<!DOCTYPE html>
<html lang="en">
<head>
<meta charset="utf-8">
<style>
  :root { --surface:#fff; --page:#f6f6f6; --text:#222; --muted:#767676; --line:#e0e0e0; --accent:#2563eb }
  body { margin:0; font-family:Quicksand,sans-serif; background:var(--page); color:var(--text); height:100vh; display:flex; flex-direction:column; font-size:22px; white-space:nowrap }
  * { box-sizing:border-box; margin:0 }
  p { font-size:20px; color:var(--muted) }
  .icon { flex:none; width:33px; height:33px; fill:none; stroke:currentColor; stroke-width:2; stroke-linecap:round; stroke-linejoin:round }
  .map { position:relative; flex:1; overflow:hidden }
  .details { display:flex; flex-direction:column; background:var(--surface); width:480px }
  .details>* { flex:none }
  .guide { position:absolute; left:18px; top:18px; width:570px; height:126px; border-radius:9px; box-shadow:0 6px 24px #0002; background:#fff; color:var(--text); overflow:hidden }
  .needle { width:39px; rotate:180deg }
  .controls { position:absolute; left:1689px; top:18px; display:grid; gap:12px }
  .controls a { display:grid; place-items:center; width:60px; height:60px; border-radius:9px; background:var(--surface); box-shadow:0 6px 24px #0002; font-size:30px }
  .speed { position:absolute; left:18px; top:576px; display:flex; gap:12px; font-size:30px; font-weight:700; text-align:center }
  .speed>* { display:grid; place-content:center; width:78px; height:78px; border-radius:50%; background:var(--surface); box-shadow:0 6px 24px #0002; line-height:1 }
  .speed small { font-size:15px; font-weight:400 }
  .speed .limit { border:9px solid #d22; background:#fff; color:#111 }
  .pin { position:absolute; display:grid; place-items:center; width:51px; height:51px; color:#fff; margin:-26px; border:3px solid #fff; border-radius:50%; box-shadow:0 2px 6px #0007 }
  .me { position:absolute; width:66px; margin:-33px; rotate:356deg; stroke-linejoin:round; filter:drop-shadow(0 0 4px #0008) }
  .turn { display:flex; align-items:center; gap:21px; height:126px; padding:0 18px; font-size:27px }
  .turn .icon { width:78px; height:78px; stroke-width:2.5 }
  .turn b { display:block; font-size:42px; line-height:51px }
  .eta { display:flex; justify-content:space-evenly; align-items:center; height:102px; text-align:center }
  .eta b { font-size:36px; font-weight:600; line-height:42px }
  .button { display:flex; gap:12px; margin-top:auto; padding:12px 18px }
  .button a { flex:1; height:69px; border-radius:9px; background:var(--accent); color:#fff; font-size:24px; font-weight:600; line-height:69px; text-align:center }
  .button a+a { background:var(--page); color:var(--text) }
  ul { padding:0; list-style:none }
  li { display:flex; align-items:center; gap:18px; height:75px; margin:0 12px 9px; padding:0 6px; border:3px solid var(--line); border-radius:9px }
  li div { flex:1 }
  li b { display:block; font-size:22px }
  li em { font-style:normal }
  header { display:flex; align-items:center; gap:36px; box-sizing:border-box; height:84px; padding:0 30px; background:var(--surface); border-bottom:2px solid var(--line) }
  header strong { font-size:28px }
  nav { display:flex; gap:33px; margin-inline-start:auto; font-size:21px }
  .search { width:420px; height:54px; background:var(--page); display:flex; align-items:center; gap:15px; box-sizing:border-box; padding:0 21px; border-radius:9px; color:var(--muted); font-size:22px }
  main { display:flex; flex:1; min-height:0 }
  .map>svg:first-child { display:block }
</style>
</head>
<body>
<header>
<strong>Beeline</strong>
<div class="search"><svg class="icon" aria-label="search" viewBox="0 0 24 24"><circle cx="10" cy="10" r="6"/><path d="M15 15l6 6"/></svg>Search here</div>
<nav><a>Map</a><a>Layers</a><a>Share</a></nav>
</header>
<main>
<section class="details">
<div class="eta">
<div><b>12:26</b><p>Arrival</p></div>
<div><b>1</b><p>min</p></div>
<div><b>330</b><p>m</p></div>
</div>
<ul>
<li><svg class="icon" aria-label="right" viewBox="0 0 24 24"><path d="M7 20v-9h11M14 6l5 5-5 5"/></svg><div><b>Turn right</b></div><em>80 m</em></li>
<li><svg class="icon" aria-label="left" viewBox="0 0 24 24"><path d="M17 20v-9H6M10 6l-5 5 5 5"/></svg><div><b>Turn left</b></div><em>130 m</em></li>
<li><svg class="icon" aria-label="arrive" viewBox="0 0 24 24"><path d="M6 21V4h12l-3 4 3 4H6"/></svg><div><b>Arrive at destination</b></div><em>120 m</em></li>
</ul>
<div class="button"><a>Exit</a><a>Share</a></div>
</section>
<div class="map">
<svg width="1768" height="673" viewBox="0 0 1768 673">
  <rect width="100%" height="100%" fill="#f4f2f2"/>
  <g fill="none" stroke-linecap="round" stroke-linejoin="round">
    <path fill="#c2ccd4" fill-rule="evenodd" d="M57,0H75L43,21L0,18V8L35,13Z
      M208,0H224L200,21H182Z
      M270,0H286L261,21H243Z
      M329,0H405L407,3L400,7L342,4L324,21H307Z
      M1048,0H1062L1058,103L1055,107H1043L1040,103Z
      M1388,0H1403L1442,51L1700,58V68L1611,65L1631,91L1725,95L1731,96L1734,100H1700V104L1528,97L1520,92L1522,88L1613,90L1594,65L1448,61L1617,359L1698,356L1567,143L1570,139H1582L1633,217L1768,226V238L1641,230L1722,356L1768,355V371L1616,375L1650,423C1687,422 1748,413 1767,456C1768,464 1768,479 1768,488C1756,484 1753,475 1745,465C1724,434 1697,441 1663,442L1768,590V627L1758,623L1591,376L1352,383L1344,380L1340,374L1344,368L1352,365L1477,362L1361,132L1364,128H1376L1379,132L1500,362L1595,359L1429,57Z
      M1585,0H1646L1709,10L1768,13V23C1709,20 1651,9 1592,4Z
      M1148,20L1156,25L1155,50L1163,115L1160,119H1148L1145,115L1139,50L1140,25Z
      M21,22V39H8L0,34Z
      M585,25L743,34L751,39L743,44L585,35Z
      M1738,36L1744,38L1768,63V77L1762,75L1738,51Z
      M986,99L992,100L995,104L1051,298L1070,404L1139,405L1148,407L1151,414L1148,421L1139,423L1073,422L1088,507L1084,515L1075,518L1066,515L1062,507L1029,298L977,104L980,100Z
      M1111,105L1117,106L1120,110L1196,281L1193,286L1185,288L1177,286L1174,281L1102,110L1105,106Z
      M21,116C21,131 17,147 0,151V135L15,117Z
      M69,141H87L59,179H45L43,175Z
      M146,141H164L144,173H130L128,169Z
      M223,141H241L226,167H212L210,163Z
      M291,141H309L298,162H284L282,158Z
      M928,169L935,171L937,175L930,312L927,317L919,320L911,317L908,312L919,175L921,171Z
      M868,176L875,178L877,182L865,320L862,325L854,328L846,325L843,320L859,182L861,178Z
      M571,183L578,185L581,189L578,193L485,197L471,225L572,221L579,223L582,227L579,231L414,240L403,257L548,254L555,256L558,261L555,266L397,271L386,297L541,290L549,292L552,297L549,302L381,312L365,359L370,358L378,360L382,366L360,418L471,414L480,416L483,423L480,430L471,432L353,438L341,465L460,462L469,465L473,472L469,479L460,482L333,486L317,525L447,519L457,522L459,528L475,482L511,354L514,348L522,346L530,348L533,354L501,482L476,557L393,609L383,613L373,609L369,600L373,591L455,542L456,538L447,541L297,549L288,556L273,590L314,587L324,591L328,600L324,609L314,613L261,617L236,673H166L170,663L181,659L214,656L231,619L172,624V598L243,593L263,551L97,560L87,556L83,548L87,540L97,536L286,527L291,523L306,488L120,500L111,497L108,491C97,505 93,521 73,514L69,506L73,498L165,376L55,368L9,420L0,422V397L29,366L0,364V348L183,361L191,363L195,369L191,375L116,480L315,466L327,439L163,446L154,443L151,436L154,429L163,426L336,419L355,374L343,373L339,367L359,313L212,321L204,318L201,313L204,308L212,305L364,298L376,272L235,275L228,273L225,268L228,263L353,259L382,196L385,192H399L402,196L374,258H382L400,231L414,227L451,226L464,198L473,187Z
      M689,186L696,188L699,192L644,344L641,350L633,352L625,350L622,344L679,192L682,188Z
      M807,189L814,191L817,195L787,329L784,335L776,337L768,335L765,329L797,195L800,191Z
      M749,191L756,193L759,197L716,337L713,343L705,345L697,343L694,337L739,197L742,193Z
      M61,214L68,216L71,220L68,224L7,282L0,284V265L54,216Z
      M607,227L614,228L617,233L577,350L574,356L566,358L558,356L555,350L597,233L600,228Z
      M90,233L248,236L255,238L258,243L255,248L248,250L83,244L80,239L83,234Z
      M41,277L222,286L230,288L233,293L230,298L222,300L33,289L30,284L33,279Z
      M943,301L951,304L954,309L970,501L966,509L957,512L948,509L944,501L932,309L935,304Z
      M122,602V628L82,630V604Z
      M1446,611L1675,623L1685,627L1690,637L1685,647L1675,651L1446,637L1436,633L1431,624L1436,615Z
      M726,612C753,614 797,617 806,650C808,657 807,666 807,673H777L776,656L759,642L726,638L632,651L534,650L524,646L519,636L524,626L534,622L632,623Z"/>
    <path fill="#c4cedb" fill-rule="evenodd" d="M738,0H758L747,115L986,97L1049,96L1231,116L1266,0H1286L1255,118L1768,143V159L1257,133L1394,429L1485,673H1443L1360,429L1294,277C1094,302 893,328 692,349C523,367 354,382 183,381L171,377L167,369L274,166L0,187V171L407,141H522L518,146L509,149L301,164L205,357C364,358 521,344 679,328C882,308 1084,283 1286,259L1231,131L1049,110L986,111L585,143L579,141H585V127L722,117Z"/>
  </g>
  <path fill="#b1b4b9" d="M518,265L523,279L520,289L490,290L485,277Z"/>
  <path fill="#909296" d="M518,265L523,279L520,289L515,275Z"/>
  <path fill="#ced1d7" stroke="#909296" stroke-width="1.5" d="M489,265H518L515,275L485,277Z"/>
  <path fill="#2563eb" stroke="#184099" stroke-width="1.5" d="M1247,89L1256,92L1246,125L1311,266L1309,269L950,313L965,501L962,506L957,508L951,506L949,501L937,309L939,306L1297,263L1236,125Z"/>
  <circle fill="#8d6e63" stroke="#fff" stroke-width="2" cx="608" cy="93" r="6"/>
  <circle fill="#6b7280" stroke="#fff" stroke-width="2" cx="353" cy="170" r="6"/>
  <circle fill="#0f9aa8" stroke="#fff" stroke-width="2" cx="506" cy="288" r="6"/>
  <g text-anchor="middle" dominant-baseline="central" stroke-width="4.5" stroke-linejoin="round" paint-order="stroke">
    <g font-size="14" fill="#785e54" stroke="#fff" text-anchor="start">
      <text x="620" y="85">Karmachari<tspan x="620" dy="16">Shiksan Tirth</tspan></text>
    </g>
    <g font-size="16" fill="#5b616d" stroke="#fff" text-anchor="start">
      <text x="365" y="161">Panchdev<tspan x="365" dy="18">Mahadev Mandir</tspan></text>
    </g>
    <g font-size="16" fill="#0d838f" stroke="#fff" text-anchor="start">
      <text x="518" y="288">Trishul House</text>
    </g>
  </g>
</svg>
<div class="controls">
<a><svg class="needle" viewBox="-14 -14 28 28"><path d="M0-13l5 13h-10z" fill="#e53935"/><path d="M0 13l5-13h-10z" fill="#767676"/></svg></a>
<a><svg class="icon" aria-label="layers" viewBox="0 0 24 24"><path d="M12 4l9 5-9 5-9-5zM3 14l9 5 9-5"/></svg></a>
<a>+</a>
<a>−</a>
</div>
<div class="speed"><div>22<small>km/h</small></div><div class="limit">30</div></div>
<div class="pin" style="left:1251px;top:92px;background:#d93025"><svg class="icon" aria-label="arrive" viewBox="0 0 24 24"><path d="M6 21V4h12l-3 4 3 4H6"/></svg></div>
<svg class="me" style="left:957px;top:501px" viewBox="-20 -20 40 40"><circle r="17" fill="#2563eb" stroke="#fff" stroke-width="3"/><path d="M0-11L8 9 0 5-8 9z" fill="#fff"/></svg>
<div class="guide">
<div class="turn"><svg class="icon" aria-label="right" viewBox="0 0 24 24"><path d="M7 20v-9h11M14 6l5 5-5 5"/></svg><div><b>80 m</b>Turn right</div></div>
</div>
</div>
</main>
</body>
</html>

__What to produce__.
Copy, from the material, each line that holds the string "rotate".

__Answer for this exercise__.
  .needle { width:39px; rotate:180deg }
  .me { position:absolute; width:66px; margin:-33px; rotate:356deg; stroke-linejoin:round; filter:drop-shadow(0 0 4px #0008) }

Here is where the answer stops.